Green Lake is a city in, and the county seat of, Green Lake County, Wisconsin, United States. The city had a population of 1,001 in the 2020 census. It is located on the north side of Green Lake. The Town of Green Lake is located on the south side of Big Green Lake, opposite the city.

==Geography==
According to the United States Census Bureau, the city has a total area of 2.06 sqmi, of which 1.79 sqmi is land and 0.27 sqmi is water. Green Lake is the second deepest inland lake overall in Wisconsin, second only to the man-made Wazee Lake near Black River Falls. Measuring 239 feet deep at its greatest depth, Green Lake is the deepest natural inland lake in the state of Wisconsin.

==Demographics==

Historical population
| Census | Pop. | Note | %± |
| 1880 | 241 |  | — |
| 1890 | 204 |  | −15.4% |
| 1900 | 450 |  | 120.6% |
| 1910 | 563 |  | 25.1% |
| 1920 | 456 |  | −19.0% |
| 1930 | 569 |  | 24.8% |
| 1940 | 661 |  | 16.2% |
| 1950 | 728 |  | 10.1% |
| 1960 | 953 |  | 30.9% |
| 1970 | 1,109 |  | 16.4% |
| 1980 | 1,208 |  | 8.9% |
| 1990 | 1,064 |  | −11.9% |
| 2000 | 1,100 |  | 3.4% |
| 2010 | 960 |  | −12.7% |
| 2020 | 1,001 |  | 4.3% |
U.S. Decennial Census

===2010 census===
As of the census of 2010, there were 960 people, 491 households, and 254 families living in the city. The population density was 536.3 PD/sqmi. There were 766 housing units at an average density of 427.9 /sqmi. The racial makeup of the city was 98.8% White, 0.2% African American, 0.2% Native American, 0.3% Asian, 0.1% from other races, and 0.4% from two or more races. Hispanic or Latino of any race were 1.9% of the population.

There were 491 households, of which 15.1% had children under the age of 18 living with them, 40.3% were married couples living together, 8.4% had a female householder with no husband present, 3.1% had a male householder with no wife present, and 48.3% were non-families. 43.2% of all households were made up of individuals, and 17.7% had someone living alone who was 65 years of age or older.
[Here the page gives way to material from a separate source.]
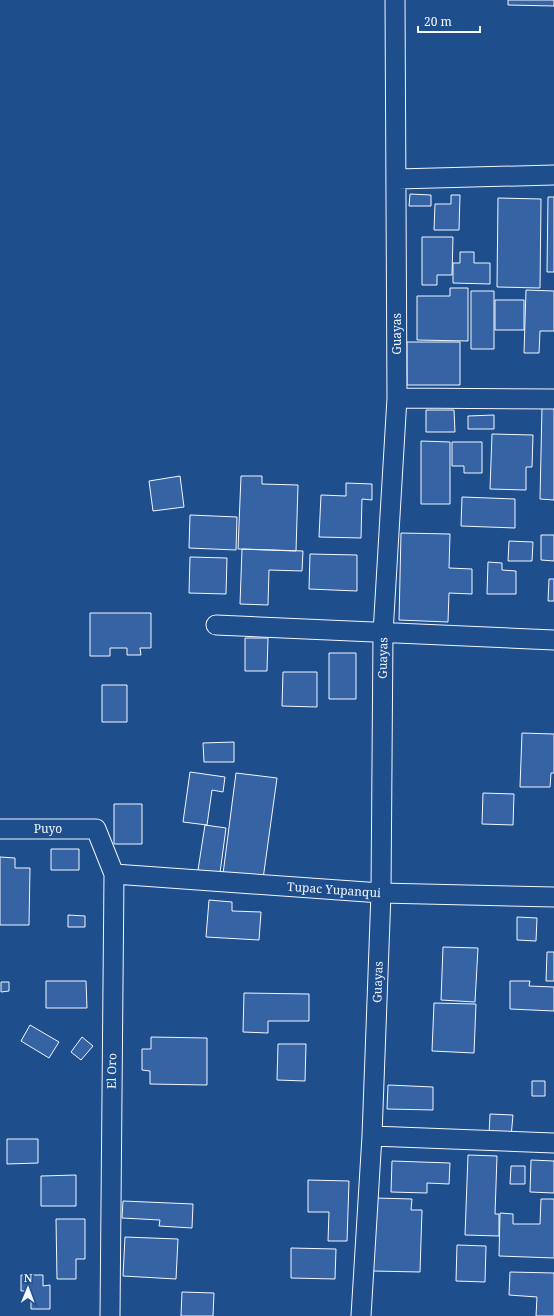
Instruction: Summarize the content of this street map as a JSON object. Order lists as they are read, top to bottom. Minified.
{"streets":{"street":["Guayas","Puyo","Tupac Yupanqui","El Oro"]},"crossings":[["Guayas","Tupac Yupanqui"],["Puyo","El Oro"],["Tupac Yupanqui","El Oro"]],"scale_bar":"20 m","north":"top"}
The average household size was 1.88 and the average family size was 2.56.

The median age in the city was 50.7 years. 14.1% of residents were under the age of 18; 6.9% were between the ages of 18 and 24; 19.5% were from 25 to 44; 35.1% were from 45 to 64; and 24.5% were 65 years of age or older. The gender makeup of the city was 50.8% male and 49.2% female.

===2000 census===
As of the census of 2000, there were 1,100 people, 523 households, and 300 families living in the city. The population density was 787.2 people per square mile (303.4/km^{2}). There were 732 housing units at an average density of 523.8 per square mile (201.9/km^{2}). The racial makeup of the city was 98.91% White, 0.18% Black or African American, 0.09% Native American, 0.27% from other races, and 0.55% from two or more races. 0.91% of the population were Hispanic or Latino of any race.

There were 523 households, out of which 20.5% had children under the age of 18 living with them, 48.8% were married couples living together, 7.1% had a female householder with no husband present, and 42.6% were non-families. 38.0% of all households were made up of individuals, and 20.1% had someone living alone who was 65 years of age or older. The average household size was 2.04 and the average family size was 2.71.

In the city, the population was spread out, with 18.5% under the age of 18, 5.9% from 18 to 24, 25.9% from 25 to 44, 26.8% from 45 to 64, and 22.8% who were 65 years of age or older. The median age was 45 years. For every 100 females, there were 100.4 males. For every 100 females age 18 and over, there were 94.8 males.

The median income for a household in the city was $35,435, and the median income for a family was $49,091. Males had a median income of $31,591 versus $23,917 for females. The per capita income for the city was $20,444. About 4.1% of families and 5.9% of the population were below the poverty line, including 8.5% of those under age 18 and 5.6% of those age 65 or over.

==Arts and culture==
===Tourism===
Green Lake is known for its fishing and recreational tourist community during the summer months. Area activities include camping, biking, fishing, hiking, golfing, swimming, and boating. Motorized water sports such as waterskiing, wakeboarding, and tubing are also prevalent. As are sports like sailing, canoeing, and kayaking. The small town has a number of shops and restaurants that serve Green Lake fish.

One of the oldest businesses is the family-owned Wallenfangs of Green Lake, established in 1975 and nestled just north of downtown Green Lake on 24 acres of what was once the historic Thrasher farm. Since that humble beginning in 1975, the business has grown from the cheese haus, ice cream parlor, and antiques shop, to include a gallery loft of fine art and furniture.

Green Lake is also home to several parks for public enjoyment.
- Deacon Mills Park is located on South Lawson Drive at the Marina and has a band shell, picnic facilities, and ice skating in the winter.
- Highknocker Park is located in downtown Green lake and had a baseball field and playground equipment.
- Friday Club Park is also located downtown and has public tennis courts and a fishing area.
- Hattie Sherwood Park is located on the north lakeshore and has a sand swimming beach, a pier, and a camping area.
- Sunset Park is located on the east end of Green Lake and has a boat launch, swimming beach, picnic area and pier.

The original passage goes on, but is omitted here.